--- Dataset entries Enclosed Below ---

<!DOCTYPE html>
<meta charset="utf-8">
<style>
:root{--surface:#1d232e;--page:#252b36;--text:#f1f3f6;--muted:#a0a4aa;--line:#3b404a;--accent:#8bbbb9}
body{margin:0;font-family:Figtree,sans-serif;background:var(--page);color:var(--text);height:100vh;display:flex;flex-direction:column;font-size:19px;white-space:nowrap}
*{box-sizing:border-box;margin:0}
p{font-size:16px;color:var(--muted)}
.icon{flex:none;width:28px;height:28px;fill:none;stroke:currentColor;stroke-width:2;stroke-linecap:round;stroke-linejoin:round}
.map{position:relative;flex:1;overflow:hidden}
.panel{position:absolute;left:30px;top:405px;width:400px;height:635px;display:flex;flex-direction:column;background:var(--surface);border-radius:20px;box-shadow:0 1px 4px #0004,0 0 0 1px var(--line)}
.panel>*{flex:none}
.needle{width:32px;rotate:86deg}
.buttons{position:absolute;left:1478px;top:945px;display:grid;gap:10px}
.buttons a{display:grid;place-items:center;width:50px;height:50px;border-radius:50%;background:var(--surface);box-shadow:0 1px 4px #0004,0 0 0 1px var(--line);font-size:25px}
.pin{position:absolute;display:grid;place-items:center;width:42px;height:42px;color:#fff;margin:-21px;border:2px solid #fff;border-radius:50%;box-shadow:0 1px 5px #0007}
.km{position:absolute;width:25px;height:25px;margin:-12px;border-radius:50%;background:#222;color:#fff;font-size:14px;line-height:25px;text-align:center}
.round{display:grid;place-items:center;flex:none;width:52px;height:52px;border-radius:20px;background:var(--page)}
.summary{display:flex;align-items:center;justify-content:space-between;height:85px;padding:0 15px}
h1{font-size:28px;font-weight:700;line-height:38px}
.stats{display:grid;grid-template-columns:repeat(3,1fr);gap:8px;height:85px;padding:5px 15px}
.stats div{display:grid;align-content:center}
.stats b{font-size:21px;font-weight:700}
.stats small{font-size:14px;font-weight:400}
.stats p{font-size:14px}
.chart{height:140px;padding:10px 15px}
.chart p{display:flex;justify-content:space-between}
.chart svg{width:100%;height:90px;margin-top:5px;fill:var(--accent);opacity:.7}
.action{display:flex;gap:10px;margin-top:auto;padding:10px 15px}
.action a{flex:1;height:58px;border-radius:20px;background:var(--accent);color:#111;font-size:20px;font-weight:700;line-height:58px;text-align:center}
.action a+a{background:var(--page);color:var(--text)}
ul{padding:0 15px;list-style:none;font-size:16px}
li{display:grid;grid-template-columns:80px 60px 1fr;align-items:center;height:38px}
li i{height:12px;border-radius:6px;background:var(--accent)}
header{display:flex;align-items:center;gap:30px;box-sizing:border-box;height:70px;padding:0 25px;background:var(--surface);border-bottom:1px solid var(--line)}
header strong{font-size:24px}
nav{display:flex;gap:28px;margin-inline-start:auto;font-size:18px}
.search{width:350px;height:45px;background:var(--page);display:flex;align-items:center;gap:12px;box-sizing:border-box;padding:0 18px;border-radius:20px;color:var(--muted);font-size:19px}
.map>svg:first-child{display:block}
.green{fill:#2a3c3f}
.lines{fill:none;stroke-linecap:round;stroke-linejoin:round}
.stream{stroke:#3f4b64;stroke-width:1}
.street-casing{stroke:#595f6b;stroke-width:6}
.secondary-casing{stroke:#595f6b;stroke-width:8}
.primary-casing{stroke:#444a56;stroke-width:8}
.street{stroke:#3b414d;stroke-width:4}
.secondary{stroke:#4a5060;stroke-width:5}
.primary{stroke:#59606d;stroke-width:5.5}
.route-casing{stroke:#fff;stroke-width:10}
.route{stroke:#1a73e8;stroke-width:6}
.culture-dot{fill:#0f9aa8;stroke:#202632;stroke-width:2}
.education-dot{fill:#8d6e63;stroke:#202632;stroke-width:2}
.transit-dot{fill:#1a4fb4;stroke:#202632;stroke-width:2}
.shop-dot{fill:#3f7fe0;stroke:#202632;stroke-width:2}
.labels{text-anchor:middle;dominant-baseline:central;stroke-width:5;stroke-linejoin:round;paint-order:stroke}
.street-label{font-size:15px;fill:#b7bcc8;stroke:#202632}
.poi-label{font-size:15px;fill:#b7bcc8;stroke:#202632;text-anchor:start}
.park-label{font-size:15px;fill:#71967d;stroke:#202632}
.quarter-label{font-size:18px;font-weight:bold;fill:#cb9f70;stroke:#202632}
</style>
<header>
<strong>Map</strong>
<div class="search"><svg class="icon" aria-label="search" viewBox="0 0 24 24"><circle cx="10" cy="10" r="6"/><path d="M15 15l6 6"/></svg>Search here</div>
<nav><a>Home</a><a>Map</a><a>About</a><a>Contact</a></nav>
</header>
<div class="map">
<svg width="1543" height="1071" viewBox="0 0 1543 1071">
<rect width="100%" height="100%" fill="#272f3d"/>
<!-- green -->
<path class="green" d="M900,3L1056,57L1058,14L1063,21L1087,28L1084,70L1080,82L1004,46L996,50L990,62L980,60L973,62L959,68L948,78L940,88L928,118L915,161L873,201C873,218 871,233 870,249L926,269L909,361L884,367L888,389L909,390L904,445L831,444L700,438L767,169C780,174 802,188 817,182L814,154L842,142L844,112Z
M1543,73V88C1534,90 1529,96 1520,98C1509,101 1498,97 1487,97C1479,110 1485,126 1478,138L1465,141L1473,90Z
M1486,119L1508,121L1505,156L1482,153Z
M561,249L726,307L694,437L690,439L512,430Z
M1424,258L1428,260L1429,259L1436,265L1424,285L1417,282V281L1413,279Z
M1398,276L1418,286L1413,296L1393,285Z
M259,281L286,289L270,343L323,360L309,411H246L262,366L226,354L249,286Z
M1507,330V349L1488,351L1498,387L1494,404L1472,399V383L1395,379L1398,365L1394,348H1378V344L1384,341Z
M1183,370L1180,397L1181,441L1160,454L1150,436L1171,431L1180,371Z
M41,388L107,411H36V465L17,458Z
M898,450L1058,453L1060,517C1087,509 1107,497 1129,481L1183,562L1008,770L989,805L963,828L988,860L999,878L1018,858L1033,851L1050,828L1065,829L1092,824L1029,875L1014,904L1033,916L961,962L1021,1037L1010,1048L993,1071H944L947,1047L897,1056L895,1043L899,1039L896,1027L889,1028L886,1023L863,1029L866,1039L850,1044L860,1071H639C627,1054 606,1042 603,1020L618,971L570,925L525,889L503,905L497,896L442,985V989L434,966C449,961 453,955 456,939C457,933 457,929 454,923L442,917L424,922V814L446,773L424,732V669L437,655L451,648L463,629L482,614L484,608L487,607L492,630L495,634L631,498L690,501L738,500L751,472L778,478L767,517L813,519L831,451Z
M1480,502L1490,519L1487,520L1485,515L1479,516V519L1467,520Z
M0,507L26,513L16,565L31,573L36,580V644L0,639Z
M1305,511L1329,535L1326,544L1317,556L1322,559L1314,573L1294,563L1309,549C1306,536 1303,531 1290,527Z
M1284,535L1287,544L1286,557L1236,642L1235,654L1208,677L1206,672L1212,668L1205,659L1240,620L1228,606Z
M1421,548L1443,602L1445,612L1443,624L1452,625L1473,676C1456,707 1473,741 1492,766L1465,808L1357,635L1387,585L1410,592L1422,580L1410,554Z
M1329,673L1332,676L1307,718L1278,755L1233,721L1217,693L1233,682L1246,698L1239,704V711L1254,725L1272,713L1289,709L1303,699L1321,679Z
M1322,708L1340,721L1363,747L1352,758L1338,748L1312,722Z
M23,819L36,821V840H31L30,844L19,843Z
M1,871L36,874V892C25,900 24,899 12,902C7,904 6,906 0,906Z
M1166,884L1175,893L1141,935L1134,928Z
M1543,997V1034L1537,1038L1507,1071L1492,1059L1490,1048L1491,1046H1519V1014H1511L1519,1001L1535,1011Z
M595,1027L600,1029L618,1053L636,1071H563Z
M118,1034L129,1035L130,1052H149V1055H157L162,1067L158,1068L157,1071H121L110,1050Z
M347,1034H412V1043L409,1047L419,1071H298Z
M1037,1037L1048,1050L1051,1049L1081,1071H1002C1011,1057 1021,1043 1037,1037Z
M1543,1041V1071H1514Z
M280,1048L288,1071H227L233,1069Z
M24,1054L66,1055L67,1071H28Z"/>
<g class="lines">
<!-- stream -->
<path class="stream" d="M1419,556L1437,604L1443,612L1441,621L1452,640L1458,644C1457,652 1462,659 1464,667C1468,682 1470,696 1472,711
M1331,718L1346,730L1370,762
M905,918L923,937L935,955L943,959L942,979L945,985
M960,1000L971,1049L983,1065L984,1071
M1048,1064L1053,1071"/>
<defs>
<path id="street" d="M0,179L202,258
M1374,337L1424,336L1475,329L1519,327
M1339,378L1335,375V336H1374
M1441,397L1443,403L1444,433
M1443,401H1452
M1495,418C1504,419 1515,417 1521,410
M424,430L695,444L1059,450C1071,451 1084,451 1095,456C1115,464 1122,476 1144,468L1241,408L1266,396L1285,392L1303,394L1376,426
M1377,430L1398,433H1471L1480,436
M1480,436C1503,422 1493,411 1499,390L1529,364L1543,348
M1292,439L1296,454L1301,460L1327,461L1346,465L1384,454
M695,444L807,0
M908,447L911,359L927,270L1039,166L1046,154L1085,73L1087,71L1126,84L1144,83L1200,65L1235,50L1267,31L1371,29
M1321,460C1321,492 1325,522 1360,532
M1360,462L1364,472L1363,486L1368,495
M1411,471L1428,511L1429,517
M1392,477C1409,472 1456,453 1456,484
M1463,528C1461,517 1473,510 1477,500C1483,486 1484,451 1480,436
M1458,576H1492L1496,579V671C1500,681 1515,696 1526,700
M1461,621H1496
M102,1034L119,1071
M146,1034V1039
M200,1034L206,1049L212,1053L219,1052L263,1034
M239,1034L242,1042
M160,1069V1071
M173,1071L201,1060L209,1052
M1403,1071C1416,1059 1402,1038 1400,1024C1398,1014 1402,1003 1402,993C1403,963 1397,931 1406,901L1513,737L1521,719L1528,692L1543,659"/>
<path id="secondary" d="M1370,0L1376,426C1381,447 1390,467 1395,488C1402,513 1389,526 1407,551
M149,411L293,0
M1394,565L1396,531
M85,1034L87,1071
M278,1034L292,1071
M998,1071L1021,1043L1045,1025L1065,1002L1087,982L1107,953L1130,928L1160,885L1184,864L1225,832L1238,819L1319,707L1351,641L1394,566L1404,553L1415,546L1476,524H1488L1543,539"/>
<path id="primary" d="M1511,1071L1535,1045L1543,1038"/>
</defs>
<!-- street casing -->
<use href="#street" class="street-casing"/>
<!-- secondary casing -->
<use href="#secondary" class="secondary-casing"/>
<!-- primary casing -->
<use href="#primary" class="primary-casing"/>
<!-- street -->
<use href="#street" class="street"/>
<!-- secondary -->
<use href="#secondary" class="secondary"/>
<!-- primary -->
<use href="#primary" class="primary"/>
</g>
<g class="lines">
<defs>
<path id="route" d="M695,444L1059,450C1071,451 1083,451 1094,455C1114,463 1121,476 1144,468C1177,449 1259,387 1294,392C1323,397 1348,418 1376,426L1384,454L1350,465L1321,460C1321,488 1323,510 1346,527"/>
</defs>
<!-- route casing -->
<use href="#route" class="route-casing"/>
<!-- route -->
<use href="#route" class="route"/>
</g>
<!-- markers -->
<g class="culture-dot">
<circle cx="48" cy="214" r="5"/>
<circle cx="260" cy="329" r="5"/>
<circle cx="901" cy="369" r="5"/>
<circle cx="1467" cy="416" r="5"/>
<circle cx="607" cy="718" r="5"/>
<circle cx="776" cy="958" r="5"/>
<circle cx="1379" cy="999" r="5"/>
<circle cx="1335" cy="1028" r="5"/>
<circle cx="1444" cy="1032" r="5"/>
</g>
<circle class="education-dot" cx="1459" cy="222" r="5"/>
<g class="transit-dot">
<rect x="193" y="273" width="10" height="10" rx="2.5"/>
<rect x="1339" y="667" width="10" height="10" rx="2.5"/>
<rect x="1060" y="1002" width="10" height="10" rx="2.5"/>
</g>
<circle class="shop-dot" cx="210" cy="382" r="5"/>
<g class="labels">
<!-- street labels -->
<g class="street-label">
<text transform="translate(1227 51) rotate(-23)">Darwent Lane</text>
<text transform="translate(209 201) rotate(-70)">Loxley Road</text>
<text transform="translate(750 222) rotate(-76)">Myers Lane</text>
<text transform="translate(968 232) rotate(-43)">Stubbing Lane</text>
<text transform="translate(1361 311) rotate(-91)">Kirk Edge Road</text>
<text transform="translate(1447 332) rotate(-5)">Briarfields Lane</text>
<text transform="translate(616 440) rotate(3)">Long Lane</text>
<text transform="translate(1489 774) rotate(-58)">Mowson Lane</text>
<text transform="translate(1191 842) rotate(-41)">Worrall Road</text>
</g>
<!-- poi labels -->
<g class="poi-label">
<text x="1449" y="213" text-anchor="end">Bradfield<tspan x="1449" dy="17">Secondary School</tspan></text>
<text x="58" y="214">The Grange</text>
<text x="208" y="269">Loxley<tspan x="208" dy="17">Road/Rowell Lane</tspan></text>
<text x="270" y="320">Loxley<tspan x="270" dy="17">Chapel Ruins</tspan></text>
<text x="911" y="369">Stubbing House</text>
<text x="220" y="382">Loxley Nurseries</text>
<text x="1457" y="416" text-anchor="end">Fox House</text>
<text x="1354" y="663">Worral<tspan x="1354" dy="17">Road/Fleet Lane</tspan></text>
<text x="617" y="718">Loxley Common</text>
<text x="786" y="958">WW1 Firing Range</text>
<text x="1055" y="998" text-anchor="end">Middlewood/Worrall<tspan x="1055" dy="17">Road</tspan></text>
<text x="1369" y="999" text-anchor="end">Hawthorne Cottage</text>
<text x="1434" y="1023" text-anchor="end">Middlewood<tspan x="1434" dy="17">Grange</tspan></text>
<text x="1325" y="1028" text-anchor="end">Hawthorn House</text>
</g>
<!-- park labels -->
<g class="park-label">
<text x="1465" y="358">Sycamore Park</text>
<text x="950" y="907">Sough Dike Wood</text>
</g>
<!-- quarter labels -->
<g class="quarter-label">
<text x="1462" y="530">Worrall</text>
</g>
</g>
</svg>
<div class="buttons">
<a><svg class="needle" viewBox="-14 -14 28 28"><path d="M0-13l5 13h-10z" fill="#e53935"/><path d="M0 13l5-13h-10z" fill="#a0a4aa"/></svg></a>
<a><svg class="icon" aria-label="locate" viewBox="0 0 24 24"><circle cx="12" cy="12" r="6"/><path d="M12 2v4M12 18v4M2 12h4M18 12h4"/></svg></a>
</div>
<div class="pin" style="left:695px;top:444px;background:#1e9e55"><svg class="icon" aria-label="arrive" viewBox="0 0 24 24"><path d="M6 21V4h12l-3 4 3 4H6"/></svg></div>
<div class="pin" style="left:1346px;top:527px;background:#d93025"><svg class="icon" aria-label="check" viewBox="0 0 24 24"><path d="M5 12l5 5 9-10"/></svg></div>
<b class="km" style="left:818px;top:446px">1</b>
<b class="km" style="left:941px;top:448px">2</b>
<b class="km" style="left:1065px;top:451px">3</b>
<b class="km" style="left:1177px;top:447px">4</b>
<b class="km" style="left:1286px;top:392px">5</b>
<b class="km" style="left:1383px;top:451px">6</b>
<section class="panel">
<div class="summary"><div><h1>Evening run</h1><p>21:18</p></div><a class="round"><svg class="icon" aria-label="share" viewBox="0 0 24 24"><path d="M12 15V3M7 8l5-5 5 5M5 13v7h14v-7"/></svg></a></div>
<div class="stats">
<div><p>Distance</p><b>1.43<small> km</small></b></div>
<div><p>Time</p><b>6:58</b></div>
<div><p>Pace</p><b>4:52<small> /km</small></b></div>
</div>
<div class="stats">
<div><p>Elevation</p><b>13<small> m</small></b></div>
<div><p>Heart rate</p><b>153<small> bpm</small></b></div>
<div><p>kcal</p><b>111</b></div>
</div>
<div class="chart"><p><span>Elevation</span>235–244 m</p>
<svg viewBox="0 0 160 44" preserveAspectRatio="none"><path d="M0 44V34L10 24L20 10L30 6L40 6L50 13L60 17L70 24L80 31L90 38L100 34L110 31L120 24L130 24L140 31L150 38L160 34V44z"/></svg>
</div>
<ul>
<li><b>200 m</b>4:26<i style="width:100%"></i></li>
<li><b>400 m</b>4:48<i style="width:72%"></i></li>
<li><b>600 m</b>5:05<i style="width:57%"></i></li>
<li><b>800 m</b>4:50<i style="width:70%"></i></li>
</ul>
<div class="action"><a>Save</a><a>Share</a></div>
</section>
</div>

--- End of Enclosed Dataset entries ---

* **What is expected**:
Report every line of the data above that contains the string "House" by copying it in full.

* **Written reply**:
<text x="911" y="369">Stubbing House</text>
<text x="1457" y="416" text-anchor="end">Fox House</text>
<text x="1325" y="1028" text-anchor="end">Hawthorn House</text>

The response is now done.